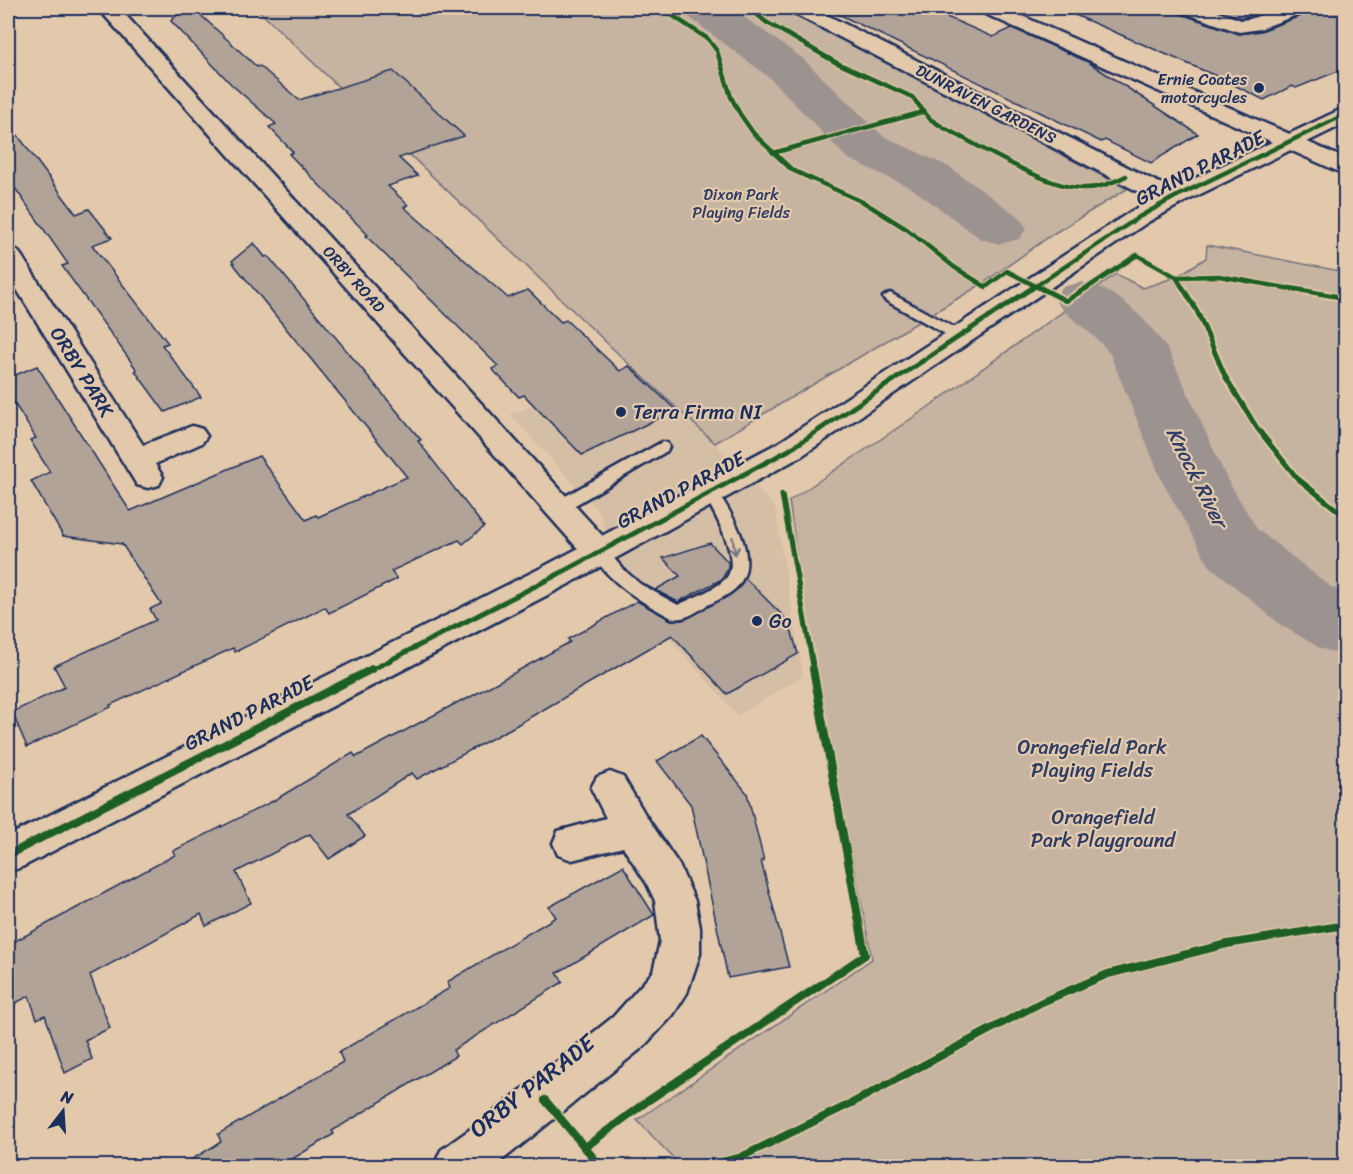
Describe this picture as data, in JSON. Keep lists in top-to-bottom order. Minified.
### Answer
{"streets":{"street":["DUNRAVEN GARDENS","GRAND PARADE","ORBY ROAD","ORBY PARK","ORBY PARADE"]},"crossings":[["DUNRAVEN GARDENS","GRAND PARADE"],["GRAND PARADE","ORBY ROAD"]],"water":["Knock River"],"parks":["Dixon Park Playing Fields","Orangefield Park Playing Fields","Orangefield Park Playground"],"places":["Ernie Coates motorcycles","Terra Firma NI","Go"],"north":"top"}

━━━━━━━━━━━━━━━━

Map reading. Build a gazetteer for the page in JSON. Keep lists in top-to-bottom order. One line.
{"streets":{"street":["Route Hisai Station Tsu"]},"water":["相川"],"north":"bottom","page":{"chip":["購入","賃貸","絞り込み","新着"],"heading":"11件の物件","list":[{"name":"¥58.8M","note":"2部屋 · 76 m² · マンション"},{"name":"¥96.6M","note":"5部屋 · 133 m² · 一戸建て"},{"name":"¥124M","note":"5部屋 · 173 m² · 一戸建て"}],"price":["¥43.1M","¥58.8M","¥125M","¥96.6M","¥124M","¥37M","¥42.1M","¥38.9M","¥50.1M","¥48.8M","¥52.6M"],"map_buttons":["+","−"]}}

━━━━━━━━━━━━━━━━

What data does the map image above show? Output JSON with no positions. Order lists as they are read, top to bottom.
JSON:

━━━━━━━━━━━━━━━━

*REQUIREMENT*
Return only the number of lines above in which the string "data" occurs.

*RESPONSE BOX*
2